### Collected data
++++++++

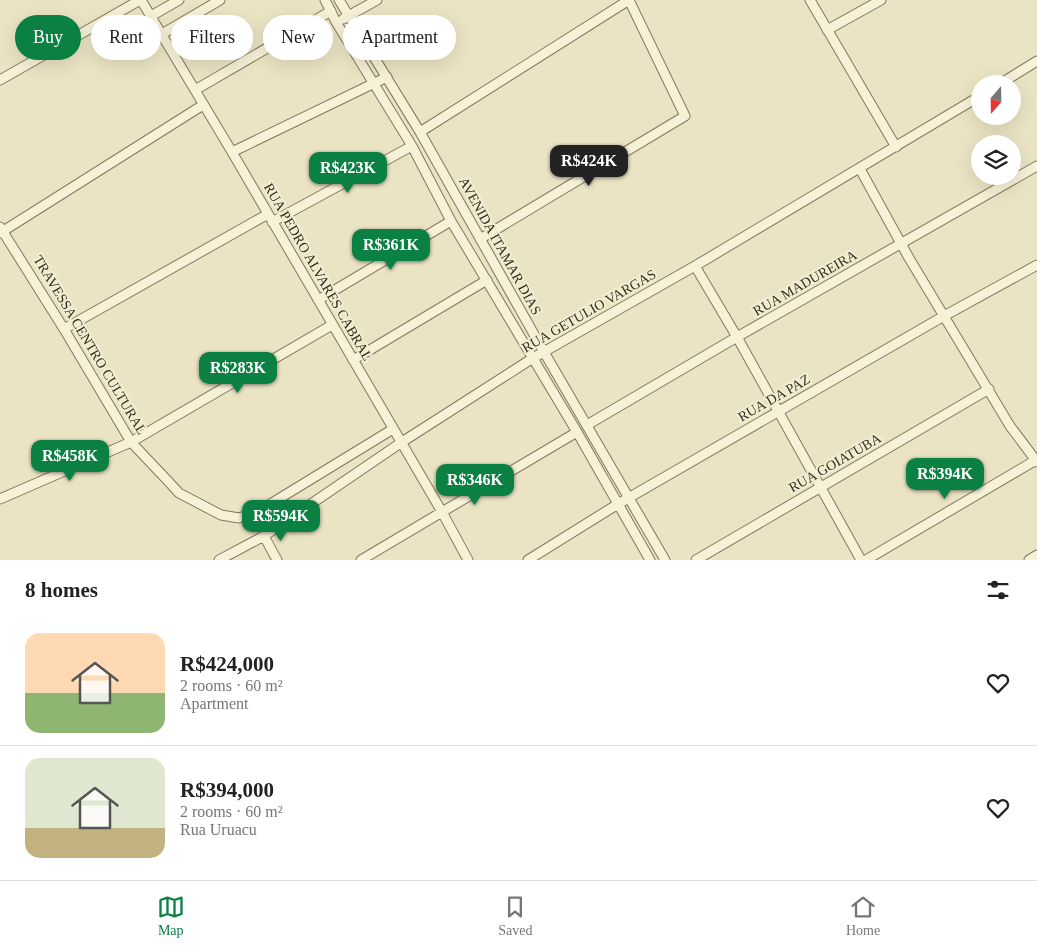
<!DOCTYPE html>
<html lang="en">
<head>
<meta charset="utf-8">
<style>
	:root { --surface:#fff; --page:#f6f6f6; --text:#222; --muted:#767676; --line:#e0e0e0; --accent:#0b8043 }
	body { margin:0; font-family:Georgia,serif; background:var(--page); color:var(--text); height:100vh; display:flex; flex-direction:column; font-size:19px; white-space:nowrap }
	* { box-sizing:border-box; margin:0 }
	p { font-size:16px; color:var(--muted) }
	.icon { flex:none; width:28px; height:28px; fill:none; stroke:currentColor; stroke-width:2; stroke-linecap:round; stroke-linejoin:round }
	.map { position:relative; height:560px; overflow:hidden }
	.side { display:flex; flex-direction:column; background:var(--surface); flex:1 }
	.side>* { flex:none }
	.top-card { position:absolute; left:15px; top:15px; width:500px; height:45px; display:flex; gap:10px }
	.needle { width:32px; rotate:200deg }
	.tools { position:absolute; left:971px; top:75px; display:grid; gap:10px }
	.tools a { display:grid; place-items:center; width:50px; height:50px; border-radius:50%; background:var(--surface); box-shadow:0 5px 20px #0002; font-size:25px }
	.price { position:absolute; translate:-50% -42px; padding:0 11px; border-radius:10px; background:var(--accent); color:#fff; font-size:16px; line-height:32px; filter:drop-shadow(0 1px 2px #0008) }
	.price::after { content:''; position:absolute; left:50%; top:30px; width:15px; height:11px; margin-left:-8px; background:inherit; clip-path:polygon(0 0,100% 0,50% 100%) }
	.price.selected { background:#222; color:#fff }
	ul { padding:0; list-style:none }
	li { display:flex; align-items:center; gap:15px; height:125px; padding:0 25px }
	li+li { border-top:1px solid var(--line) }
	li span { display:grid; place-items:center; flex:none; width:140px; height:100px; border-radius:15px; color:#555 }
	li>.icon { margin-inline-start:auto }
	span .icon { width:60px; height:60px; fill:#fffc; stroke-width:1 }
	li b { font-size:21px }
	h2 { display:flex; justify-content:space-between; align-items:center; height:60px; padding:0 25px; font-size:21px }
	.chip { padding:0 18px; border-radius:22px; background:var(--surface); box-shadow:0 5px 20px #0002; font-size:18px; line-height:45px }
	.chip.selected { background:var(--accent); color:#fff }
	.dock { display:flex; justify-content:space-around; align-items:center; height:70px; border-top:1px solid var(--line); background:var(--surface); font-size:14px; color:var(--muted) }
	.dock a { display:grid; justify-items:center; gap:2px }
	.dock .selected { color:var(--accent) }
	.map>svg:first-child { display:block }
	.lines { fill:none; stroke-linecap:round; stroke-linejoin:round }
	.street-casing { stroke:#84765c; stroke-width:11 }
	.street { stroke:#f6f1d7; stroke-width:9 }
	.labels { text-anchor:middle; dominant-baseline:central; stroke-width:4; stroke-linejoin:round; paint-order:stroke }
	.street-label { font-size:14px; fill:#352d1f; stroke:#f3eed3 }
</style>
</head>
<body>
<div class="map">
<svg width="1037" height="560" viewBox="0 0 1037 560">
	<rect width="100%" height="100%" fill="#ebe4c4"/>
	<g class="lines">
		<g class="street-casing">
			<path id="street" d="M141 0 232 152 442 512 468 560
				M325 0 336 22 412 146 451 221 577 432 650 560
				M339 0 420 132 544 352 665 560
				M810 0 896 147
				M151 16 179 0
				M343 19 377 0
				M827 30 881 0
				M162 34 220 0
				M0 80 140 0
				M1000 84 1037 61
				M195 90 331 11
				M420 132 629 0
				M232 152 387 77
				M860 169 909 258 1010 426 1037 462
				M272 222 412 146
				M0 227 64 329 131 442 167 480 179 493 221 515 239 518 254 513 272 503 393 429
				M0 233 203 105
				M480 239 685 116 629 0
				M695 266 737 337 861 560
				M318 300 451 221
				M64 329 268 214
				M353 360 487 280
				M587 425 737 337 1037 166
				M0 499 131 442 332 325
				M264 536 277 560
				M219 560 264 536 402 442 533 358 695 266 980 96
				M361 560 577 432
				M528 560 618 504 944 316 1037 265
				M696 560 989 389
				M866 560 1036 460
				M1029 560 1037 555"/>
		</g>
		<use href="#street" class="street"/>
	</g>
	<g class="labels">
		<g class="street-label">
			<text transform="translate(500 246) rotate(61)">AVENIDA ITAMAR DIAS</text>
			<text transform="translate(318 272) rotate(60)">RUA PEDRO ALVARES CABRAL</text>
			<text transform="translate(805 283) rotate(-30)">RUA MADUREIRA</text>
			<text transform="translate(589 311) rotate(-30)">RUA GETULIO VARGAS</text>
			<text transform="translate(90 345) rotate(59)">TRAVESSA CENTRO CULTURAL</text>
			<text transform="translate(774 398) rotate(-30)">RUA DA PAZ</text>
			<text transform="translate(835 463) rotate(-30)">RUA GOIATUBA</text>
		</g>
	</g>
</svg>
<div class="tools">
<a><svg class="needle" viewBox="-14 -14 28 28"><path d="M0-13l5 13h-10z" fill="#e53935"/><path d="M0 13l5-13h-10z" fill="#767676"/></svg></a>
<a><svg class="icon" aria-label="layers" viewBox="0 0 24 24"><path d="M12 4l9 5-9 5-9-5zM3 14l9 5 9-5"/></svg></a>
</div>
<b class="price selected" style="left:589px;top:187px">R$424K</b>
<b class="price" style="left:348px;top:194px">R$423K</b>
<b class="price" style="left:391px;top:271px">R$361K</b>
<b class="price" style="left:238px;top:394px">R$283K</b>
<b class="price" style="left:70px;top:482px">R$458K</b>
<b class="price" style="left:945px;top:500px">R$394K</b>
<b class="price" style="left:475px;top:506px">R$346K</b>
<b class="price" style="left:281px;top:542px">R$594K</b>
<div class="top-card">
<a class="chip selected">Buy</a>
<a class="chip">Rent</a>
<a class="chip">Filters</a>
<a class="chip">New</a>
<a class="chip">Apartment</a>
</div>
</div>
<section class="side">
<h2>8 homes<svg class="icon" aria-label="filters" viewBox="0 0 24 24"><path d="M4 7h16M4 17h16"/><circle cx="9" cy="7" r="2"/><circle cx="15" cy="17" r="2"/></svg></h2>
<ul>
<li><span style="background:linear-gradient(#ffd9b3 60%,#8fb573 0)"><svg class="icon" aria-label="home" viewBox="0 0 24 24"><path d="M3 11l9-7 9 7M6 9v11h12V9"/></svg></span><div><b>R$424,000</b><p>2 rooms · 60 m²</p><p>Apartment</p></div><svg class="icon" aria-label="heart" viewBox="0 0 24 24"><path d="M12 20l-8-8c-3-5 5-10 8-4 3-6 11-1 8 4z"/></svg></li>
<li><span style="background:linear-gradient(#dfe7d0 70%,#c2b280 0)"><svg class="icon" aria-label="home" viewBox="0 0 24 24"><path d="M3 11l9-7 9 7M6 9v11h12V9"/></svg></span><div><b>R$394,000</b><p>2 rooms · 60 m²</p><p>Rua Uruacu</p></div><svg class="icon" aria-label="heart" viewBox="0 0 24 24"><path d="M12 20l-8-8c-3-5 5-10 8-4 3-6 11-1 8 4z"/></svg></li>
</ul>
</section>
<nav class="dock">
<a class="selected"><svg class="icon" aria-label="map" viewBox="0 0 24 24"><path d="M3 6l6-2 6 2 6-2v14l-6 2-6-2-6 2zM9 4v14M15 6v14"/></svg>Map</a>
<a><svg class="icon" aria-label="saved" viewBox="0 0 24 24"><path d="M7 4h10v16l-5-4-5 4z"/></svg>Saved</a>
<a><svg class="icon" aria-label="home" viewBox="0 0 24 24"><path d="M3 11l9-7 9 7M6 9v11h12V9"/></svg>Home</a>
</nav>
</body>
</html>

++++++++

### What is being asked
In the records above, take every line from the opening one through the line with "display:grid; place-items:center; width:50px;" and repeat it exactly; pictures are not part of the copy.

### Result for this exercise
<!DOCTYPE html>
<html lang="en">
<head>
<meta charset="utf-8">
<style>
	:root { --surface:#fff; --page:#f6f6f6; --text:#222; --muted:#767676; --line:#e0e0e0; --accent:#0b8043 }
	body { margin:0; font-family:Georgia,serif; background:var(--page); color:var(--text); height:100vh; display:flex; flex-direction:column; font-size:19px; white-space:nowrap }
	* { box-sizing:border-box; margin:0 }
	p { font-size:16px; color:var(--muted) }
	.icon { flex:none; width:28px; height:28px; fill:none; stroke:currentColor; stroke-width:2; stroke-linecap:round; stroke-linejoin:round }
	.map { position:relative; height:560px; overflow:hidden }
	.side { display:flex; flex-direction:column; background:var(--surface); flex:1 }
	.side>* { flex:none }
	.top-card { position:absolute; left:15px; top:15px; width:500px; height:45px; display:flex; gap:10px }
	.needle { width:32px; rotate:200deg }
	.tools { position:absolute; left:971px; top:75px; display:grid; gap:10px }
	.tools a { display:grid; place-items:center; width:50px; height:50px; border-radius:50%; background:var(--surface); box-shadow:0 5px 20px #0002; font-size:25px }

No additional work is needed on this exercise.